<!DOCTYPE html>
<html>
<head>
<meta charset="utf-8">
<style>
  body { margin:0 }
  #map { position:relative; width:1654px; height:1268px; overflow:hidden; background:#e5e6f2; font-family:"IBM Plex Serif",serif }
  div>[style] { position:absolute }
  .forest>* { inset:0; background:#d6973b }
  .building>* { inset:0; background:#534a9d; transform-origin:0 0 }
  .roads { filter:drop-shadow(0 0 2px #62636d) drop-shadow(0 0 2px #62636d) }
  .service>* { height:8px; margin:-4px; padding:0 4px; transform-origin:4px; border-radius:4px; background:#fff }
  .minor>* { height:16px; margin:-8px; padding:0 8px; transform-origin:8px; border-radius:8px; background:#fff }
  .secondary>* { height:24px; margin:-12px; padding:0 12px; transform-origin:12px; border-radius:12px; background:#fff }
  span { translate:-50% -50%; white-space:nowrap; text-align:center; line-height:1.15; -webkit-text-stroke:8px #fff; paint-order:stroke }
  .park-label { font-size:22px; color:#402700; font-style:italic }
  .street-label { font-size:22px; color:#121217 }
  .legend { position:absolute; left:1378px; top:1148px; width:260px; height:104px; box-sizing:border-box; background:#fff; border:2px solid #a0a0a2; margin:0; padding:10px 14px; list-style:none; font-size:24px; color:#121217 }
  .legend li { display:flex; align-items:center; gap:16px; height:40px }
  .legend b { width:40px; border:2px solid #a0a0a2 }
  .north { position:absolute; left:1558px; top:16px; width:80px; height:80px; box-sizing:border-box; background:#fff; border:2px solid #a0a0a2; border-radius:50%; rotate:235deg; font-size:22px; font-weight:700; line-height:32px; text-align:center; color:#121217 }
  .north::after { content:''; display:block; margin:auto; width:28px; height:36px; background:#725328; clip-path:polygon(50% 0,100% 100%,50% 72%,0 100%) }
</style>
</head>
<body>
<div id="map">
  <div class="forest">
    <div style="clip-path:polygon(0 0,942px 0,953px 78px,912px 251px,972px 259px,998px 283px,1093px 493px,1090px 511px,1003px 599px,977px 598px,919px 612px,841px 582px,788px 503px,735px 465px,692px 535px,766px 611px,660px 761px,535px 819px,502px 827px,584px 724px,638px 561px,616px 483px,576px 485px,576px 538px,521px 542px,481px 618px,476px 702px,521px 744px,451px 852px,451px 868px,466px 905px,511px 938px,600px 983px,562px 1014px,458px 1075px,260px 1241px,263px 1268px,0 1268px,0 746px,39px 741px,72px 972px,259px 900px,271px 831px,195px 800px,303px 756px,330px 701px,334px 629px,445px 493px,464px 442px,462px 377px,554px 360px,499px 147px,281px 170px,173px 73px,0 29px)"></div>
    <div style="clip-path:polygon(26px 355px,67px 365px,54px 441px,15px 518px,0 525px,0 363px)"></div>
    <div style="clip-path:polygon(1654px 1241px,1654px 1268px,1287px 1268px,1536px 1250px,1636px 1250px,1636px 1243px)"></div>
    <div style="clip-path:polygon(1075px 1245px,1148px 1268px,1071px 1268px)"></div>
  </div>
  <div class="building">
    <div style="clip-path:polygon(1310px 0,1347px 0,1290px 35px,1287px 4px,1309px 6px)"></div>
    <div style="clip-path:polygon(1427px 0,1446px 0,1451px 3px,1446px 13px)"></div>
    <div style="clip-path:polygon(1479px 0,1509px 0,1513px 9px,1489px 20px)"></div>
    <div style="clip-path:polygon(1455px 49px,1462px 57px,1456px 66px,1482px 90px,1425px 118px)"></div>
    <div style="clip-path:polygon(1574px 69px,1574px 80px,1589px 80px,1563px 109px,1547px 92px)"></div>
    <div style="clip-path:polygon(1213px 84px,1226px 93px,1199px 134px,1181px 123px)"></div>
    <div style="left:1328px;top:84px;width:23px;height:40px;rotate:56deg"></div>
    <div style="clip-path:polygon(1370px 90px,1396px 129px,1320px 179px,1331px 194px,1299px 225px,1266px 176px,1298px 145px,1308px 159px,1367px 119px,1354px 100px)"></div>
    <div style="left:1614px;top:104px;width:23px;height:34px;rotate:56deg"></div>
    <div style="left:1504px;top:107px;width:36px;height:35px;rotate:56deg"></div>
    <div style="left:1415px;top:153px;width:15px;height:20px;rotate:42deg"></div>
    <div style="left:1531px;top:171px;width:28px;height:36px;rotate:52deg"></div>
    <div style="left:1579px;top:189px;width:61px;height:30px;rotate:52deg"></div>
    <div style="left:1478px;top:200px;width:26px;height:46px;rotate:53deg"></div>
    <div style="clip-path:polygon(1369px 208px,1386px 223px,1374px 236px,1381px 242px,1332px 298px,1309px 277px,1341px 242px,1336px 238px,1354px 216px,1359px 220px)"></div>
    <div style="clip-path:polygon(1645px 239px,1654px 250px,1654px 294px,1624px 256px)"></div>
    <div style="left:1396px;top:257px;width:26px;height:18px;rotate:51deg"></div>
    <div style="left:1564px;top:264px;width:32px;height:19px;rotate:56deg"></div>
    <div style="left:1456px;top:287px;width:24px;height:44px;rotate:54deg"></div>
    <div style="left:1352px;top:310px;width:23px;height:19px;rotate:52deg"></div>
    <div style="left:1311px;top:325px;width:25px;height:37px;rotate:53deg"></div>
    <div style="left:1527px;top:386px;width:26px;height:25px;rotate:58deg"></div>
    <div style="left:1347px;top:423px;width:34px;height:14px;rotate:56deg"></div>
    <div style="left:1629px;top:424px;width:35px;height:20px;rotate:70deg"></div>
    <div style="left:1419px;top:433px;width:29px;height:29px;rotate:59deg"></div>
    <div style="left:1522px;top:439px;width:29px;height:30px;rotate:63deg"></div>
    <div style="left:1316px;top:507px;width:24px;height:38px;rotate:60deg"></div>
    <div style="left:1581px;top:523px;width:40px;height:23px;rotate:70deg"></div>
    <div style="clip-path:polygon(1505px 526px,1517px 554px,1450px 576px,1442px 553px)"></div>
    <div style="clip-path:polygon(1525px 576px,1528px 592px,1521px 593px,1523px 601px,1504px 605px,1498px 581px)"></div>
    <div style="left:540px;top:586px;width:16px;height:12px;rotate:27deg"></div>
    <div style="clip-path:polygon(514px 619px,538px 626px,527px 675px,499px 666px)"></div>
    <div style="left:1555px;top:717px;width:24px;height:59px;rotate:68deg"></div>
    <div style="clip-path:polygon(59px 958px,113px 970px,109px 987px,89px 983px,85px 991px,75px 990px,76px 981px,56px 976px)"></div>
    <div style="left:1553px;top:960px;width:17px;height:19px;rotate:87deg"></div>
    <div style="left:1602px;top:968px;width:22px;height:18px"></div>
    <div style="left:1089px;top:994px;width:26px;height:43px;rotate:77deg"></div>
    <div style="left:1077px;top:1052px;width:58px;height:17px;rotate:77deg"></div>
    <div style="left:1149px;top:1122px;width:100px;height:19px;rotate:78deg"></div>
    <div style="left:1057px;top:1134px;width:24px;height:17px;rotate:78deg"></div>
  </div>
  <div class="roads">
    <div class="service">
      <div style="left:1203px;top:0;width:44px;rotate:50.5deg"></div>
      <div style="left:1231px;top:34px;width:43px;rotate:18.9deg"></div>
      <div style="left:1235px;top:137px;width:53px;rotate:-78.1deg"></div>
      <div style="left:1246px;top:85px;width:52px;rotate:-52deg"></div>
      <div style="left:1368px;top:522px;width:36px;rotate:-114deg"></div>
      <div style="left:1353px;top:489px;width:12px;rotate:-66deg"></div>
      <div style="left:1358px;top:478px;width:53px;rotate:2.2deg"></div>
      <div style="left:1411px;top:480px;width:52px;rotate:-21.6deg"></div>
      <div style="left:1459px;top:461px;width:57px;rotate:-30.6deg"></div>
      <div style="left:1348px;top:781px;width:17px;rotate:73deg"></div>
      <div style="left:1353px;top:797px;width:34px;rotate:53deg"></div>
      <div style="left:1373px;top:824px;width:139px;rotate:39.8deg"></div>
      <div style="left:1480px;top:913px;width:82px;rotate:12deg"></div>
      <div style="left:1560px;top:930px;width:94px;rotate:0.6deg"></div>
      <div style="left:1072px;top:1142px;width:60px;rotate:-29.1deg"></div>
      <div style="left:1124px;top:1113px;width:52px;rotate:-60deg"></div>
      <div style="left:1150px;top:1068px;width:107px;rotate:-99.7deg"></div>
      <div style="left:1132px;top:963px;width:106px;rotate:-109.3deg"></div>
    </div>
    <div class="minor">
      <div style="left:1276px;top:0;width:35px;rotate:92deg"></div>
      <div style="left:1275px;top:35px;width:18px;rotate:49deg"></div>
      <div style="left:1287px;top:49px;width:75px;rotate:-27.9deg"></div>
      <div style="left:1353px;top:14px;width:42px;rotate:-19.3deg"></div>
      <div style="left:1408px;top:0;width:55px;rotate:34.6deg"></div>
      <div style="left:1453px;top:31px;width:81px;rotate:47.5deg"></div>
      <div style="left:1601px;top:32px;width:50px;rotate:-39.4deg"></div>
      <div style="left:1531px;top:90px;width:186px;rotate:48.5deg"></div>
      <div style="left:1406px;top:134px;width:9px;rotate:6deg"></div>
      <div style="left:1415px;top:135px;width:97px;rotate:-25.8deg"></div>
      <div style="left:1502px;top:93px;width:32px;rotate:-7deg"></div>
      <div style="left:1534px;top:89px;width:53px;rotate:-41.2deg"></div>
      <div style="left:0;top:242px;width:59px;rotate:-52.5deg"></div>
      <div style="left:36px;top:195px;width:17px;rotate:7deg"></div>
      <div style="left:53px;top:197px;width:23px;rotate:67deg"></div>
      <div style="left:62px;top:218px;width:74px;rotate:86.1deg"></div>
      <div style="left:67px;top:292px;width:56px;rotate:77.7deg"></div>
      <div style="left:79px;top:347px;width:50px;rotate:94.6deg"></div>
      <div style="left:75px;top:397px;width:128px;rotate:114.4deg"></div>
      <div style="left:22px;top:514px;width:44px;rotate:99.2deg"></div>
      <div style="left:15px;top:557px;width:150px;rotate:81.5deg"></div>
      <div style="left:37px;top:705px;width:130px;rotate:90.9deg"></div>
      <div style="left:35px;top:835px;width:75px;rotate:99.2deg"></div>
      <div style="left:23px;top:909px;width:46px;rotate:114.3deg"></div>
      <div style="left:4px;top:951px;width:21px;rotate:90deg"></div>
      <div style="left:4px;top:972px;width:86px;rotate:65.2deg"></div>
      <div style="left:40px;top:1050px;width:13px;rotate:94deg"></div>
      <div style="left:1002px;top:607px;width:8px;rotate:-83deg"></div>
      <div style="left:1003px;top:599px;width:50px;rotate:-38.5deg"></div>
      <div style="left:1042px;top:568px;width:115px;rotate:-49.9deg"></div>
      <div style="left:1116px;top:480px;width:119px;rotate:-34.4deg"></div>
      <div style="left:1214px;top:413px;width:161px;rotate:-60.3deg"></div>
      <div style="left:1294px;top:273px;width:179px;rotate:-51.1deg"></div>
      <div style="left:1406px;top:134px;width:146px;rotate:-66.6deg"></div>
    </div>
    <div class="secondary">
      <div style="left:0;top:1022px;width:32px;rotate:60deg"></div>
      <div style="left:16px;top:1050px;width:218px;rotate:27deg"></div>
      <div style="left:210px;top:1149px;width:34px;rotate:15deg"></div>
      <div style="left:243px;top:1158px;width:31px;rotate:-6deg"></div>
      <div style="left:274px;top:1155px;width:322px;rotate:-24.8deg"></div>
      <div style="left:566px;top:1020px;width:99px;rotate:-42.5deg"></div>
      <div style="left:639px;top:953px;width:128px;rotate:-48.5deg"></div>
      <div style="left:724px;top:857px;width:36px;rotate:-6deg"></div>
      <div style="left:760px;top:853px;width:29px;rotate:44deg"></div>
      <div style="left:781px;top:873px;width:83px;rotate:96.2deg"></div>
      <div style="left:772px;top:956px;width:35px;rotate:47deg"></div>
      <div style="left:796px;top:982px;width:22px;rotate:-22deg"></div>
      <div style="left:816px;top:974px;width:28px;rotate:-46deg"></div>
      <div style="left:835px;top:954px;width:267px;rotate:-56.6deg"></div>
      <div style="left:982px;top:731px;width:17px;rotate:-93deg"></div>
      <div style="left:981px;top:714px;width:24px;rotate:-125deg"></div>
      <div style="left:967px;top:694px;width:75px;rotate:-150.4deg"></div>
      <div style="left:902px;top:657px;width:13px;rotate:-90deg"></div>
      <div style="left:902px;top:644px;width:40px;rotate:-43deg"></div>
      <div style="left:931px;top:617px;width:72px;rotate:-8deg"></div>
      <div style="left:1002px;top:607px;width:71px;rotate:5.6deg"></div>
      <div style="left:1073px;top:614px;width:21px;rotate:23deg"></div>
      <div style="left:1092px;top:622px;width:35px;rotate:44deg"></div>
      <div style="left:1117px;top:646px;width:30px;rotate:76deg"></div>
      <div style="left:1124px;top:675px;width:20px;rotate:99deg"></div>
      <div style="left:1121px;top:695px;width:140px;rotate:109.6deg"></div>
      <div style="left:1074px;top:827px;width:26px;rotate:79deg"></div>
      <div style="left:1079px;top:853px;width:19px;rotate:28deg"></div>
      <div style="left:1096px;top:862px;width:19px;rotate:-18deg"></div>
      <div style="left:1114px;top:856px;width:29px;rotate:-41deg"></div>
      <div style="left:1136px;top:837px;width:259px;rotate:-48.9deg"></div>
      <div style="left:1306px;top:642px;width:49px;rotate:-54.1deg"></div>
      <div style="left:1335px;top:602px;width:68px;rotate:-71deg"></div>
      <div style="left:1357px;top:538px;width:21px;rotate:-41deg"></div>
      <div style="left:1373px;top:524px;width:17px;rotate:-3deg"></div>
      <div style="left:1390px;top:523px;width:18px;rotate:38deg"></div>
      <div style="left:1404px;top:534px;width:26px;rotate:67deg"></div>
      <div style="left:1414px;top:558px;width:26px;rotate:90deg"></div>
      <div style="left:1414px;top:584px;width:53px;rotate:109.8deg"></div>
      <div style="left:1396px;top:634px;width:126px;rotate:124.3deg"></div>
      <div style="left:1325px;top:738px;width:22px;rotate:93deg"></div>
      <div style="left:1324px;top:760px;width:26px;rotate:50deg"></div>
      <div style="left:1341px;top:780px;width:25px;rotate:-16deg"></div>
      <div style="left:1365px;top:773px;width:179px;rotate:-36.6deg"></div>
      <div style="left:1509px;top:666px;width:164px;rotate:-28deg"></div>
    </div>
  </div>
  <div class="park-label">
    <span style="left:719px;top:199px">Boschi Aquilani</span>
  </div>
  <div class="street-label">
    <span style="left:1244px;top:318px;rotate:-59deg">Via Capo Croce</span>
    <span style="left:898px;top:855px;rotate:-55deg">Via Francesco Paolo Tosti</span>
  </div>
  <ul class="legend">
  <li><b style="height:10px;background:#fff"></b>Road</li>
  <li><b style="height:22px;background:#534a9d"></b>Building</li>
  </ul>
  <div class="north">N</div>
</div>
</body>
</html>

*WHAT YOU WILL DO:*
Give back every line from the beginning of the records through the line holding "display:flex; align-items:center; gap:16px;", exactly as it reads, and leave out the rest.

*SOLUTION FOR THIS PROBLEM:*
<!DOCTYPE html>
<html>
<head>
<meta charset="utf-8">
<style>
  body { margin:0 }
  #map { position:relative; width:1654px; height:1268px; overflow:hidden; background:#e5e6f2; font-family:"IBM Plex Serif",serif }
  div>[style] { position:absolute }
  .forest>* { inset:0; background:#d6973b }
  .building>* { inset:0; background:#534a9d; transform-origin:0 0 }
  .roads { filter:drop-shadow(0 0 2px #62636d) drop-shadow(0 0 2px #62636d) }
  .service>* { height:8px; margin:-4px; padding:0 4px; transform-origin:4px; border-radius:4px; background:#fff }
  .minor>* { height:16px; margin:-8px; padding:0 8px; transform-origin:8px; border-radius:8px; background:#fff }
  .secondary>* { height:24px; margin:-12px; padding:0 12px; transform-origin:12px; border-radius:12px; background:#fff }
  span { translate:-50% -50%; white-space:nowrap; text-align:center; line-height:1.15; -webkit-text-stroke:8px #fff; paint-order:stroke }
  .park-label { font-size:22px; color:#402700; font-style:italic }
  .street-label { font-size:22px; color:#121217 }
  .legend { position:absolute; left:1378px; top:1148px; width:260px; height:104px; box-sizing:border-box; background:#fff; border:2px solid #a0a0a2; margin:0; padding:10px 14px; list-style:none; font-size:24px; color:#121217 }
  .legend li { display:flex; align-items:center; gap:16px; height:40px }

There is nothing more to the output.